Dreaming a world without science

Not long ago I had a dream in which I was preparing a lecture about fundamental defects in the scientific worldview. Maybe it wasn’t a lecture. Maybe I was giving a talk to a group of my colleagues at a dinner meeting. People were eating and drinking and seated around rectangular portable tables in a room bathed in yellow-orange light reflected off of varnished wood walls and a well-worn linoleum floor.

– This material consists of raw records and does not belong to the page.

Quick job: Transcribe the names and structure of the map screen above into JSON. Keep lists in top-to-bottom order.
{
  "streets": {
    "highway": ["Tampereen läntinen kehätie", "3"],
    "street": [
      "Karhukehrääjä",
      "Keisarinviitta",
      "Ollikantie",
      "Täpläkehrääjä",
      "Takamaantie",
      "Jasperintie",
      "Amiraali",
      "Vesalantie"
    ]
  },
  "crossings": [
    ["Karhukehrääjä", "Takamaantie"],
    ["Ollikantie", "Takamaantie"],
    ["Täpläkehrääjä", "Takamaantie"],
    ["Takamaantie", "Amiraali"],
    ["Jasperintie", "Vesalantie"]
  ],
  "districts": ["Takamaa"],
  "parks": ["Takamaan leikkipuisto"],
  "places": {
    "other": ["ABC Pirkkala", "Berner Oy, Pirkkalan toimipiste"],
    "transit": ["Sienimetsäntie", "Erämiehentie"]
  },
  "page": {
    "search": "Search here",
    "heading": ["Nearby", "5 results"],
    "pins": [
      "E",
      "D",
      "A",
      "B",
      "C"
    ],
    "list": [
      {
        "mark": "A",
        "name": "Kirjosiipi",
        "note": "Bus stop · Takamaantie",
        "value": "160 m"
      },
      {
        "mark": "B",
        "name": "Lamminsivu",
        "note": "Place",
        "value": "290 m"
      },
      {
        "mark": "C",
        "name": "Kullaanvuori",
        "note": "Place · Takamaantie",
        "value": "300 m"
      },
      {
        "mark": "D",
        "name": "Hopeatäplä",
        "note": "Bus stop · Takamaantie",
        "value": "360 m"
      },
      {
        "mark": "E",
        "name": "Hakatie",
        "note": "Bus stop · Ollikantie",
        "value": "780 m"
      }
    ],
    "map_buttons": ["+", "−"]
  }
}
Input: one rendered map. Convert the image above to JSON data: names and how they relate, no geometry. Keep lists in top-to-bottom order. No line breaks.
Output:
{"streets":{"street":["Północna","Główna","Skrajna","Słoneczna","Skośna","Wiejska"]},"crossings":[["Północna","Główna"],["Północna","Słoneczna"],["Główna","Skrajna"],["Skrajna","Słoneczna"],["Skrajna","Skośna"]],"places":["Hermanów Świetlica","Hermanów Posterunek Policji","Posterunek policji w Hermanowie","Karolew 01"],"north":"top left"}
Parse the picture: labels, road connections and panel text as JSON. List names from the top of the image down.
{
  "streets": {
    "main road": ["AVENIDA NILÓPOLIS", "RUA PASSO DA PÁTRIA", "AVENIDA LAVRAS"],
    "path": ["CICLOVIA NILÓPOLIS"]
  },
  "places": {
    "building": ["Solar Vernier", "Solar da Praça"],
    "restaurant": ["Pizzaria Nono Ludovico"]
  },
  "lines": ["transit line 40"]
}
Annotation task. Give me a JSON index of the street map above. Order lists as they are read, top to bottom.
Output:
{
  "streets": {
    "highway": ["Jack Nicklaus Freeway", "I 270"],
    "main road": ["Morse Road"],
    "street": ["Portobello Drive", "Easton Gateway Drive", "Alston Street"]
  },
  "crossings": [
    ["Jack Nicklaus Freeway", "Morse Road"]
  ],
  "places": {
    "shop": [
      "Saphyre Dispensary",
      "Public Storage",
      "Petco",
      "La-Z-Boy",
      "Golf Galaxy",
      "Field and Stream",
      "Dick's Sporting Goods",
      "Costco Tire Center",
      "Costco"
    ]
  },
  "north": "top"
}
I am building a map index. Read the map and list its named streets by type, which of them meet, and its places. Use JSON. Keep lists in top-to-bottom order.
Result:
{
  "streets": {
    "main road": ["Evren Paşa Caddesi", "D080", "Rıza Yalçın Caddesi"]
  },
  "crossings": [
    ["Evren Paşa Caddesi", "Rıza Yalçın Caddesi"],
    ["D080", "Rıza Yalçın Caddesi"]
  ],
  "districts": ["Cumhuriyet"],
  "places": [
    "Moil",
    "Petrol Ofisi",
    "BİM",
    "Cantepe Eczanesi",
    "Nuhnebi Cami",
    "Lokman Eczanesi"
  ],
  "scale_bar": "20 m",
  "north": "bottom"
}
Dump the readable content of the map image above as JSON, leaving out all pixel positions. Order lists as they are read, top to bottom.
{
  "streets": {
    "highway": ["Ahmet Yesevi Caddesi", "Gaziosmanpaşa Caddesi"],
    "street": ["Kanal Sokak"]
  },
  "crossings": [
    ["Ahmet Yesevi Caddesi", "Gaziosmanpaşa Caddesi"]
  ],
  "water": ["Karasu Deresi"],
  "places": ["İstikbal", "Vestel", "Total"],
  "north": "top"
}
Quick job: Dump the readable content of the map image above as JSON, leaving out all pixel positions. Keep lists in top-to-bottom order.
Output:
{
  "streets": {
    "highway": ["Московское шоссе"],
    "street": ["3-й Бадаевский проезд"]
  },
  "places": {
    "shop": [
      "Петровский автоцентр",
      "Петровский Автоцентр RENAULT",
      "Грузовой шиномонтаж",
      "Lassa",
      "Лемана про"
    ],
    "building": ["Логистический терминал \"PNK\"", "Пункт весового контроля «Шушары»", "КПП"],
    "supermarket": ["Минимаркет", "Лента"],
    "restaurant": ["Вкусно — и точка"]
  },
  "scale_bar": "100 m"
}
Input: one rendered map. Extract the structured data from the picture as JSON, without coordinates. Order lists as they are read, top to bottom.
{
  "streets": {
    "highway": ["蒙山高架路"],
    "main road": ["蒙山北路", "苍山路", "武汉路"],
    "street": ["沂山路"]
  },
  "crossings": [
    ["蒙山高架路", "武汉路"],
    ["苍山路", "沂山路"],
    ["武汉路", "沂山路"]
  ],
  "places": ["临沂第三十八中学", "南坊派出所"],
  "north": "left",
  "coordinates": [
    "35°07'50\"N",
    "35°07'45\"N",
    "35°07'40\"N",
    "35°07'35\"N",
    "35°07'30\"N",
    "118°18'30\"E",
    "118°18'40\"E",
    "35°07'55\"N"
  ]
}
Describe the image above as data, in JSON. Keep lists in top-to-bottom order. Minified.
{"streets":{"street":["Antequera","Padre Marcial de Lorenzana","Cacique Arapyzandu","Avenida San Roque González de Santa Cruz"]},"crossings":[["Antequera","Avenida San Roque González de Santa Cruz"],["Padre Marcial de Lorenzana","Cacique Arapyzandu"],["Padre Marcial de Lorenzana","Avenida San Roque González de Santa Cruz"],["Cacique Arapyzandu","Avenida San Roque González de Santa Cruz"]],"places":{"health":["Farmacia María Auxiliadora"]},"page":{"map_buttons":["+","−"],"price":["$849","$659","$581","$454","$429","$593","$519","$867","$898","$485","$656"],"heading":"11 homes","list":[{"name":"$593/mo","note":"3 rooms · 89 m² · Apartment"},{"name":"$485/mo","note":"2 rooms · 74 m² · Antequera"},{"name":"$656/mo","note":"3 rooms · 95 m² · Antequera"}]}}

I was going to begin the talk with a prop, a section of human vein loaned to me by a female acquaintance who had recently undergone chemotherapy for terminal leukemia. The vein was hollow and empty like a thin wet straw made of surgical tubing or a limp, elongated macaroni noodle, and that was going to be my main talking point: that the sterile piece of vein in my hand was not an actual thing, that once you had extracted it from the complex of physiological systems in which it was embedded, it was no longer anything at all, and to call it a vein was to confer upon it an unwarranted entity status, even to call it “tissue” was to grant it more significance than it deserved. Analytical science, I was to continue, arbitrarily partitions the world into separate and distinct entities—isolated objects and mechanical processes—that have absolutely nothing to do with experienced reality, and yet these artificially individuated objects and processes become the default. In authentic reality—reality as it is actually experienced, not the collection of Frankenstein beasts that emerge from the cold materialism of science—there are no veins in the human body. Even stronger, there are no human bodies! At least not as isolatable entities somehow independent of all relational context.

Science inverts reality. Science chops the world into pieces, and then takes the pieces it has created and christens them the fundamental features out of which the universe is constructed. Science collects individual drops of water from a raging river and then claims that in reality—a “true” reality that exists somehow beyond, behind, or beneath our experience of the surging molten pulse—the river is merely a collection of water droplets in motion. But the true defect in this worldview is seen in its consequences: if you start with the indissoluble wholeness of authentic reality as the default, you could never turn pristine mountain habitat into barren strip mines or foul rivers with the chemically extracted dross from tar sands dredged from beneath what was once verdant forest. To do so would be to gouge deep fissures into your own flesh and to inject poison into your own bloodstream.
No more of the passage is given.